Pochi si chiedono che cosa contenga davvero il pentolone dell’astensionismo. Nel Pd in particolare prevale la tentazione di sfruttare l’esito delle amministrative come trampolino di lancio di una nuova fase delle larghe intese. Che escono rafforzate dal voto, ma solo perche’ il governo e’ ancora ai primi passi e senza alternative. Pierluigi Bersani interpreta il risultato come una lezione impartita a Beppe Grillo, l’uomo incapace di capire il rapporto tra governo e cambiamento e che ha di fatto impedito la svolta politica del Paese. Difficile non cogliere, insieme al rimprovero, una punta di rammarico.
L’ex segretario tuttavia centra solo un aspetto del problema. In realta’, come ricorda il suo successore Guglielmo Epifani, gli elettori sembrano aver premiato in primo luogo il senso di responsabilita’ dimostrato dal partito in un momento difficile: e’ una base non incline alle avventure nel mezzo della crisi economica piu’ drammatica degli ultimi decenni. Si tratta di un dato importante: smentisce tutte le previsioni dei sondaggi che fotografavano un Pd in difficolta’ per l’alleanza con Berlusconi e un Pdl in crescita grazie all’equilibrio mostrato nel dopo voto.
Che cosa e’ accaduto? Innanzitutto, bisogna sottolineare che le larghe intese sono solo una formula d’emergenza nazionale. A livello locale il Pd si e’ presentato ovunque insieme agli alleati delle politiche (Sel, il centro di Tabacci, liste di sinistra). A Roma, addirittura, un ulteriore spostamento a sinistra (Marino e’ vicino alle posizioni di Rodota’ e di Vendola), ha premiato il partito. I democratici potrebbero avere incassato anche voti di ritorno dal 5 stelle, elettori delusi dall’aggressivita’ grillina che non e’ riuscita a tradursi in fatti concreti. Tutto cio’ non risolve il rebus di un astensionismo diventato il primo partito italiano. Grillo, il grande sconfitto che rischia di rivelarsi una meteora politica simile a quella di Haider in Austria, lo ha capito: infatti cerca di cambiare la sua strategia di comunicazione. Il web era stato il motore del boom e adesso finisce paradossalmente sotto la lente quale causa della scarsa visibilita’ del M5S. Qualcuno pensa addirittura a riconsiderare la Tv e i talk show. Soprattutto la base e’ in rivolta perche’ non capisce come un grande successo si sia potuto trasformare nel giro di due mesi in una vittoria di Pirro.
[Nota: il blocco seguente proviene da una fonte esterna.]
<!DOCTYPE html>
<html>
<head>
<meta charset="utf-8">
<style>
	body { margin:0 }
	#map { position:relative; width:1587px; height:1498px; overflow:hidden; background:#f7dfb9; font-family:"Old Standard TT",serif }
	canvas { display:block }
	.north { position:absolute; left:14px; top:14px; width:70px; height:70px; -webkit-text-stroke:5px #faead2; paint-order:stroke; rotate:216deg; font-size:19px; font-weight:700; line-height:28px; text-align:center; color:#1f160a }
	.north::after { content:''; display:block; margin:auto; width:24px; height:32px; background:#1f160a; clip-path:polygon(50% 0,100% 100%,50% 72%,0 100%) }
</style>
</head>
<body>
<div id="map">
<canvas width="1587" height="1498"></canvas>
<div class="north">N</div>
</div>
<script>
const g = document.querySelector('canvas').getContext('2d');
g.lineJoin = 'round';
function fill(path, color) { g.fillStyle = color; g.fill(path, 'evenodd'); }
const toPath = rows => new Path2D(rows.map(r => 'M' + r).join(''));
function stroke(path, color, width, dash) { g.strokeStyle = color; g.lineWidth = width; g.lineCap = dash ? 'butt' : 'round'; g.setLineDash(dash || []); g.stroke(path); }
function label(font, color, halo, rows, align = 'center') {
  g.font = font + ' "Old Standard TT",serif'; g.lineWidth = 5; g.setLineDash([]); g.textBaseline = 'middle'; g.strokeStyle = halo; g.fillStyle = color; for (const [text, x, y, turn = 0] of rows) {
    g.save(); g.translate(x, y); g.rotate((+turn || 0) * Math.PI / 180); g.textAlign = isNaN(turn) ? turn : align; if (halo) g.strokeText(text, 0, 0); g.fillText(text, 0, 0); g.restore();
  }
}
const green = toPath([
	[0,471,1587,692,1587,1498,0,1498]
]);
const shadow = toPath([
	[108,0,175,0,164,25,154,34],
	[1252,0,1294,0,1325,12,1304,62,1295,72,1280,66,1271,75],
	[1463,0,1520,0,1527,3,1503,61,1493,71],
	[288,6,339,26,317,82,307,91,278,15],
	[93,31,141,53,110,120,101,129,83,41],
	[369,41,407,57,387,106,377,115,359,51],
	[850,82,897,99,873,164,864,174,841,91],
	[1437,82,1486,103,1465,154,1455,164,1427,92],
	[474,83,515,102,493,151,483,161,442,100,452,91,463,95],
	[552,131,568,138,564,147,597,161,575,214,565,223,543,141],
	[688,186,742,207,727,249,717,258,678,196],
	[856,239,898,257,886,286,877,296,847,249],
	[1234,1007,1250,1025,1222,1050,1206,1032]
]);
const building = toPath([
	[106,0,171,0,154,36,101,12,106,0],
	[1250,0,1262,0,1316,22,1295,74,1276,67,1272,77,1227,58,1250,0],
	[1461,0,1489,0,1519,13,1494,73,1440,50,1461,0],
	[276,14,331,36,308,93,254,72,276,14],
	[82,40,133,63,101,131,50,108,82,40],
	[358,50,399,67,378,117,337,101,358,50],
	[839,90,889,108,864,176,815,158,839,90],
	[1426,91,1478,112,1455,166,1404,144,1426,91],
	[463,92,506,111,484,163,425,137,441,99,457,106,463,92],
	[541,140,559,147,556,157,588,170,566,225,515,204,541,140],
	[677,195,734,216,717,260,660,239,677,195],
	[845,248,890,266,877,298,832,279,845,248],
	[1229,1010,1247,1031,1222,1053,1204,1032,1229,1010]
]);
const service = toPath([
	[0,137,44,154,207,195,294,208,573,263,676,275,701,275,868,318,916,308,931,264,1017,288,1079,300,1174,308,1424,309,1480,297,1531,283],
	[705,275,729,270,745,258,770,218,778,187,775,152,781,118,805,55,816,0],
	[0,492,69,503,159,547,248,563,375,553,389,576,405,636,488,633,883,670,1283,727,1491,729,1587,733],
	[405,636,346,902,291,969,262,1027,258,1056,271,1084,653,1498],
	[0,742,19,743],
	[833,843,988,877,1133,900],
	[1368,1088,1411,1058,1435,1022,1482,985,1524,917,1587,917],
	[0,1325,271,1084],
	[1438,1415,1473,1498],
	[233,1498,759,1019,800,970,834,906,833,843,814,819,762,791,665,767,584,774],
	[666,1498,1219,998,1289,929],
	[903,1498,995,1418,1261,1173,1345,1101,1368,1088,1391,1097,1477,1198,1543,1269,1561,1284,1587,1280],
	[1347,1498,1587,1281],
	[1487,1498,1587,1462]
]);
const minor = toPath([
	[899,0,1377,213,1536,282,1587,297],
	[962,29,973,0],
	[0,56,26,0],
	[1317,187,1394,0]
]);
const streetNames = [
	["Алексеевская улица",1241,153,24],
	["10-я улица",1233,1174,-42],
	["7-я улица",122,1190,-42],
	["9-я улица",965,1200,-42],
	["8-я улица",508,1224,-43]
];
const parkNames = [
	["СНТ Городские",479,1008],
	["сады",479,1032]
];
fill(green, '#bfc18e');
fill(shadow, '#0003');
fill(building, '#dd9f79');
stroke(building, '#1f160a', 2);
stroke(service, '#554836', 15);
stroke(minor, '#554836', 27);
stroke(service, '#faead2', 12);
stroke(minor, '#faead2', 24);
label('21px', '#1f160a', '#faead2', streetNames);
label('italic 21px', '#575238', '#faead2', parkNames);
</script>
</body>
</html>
C’e’ sicuramente un problema di preparazione della classe dirigente M5S (che a ben vedere riguarda un po’ tutti). Ma c’e’ anche la sterilita’ di un pacchetto di voti che si e’ autocongelato senza risultati (basti pensare alla battaglia del Quirinale). Il leader genovese tuona contro i cittadini che votano Pd e Pdl e condannano il Paese al declino, ma anche in questa occasione non fornisce alternative ne’ spiegazioni convincenti all’emorragia di voti.
Eppure una strada l’avrebbe: quella di tornare in gioco con il Pd, ponendosi quale alternativa al centrodestra. L’equilibrio sul quale si regge il governo e’ infatti assai fragile: basti pensare al mini-compromesso raggiunto sulla mozione parlamentare che dovrebbe avviare il percorso delle riforme e al braccio di ferro in corso sulla legge elettorale. La trama del governo Letta e’ eterea e non c’e’ nessuna garanzia che l’ordito regga i 18 mesi necessari per varare la riforma dello Stato. Soprattutto perche’ da destra continuano le manovre (‘provocazioni’ le definiscono i democratici) sul terreno della giustizia: la proposta di legge Palma contro i pm politicizzati, subito battezzata salva-Berlusconi, e’ stata accolta da una levata di scudi del Pd e segnala la grande distanza che continua a dividere i due soci di maggioranza dell’esecutivo.
Per ora la situazione e’ sotto controllo: infatti anche i berlusconiani sono divisi tra di loro. Giancarlo Galan critica l’ordine di scuderia di minimizzare la sconfitta elettorale: dice che cosi’ non va. Perche’? Semplice, perche’ senza il Cavaliere in campo la classe dirigente del Pdl appare fragile e non carismatica. Il fallimento della fusione con la destra non e’ stato ancora assorbito e si capisce che una sconfitta al ballottaggio di Roma avra’ un costo nei rapporti di forza delle larghe intese. Tutto cio’ significa una cosa sola: nuove scosse nella lotta per il controllo del grande serbatoio di voti costituito dagli astensionisti.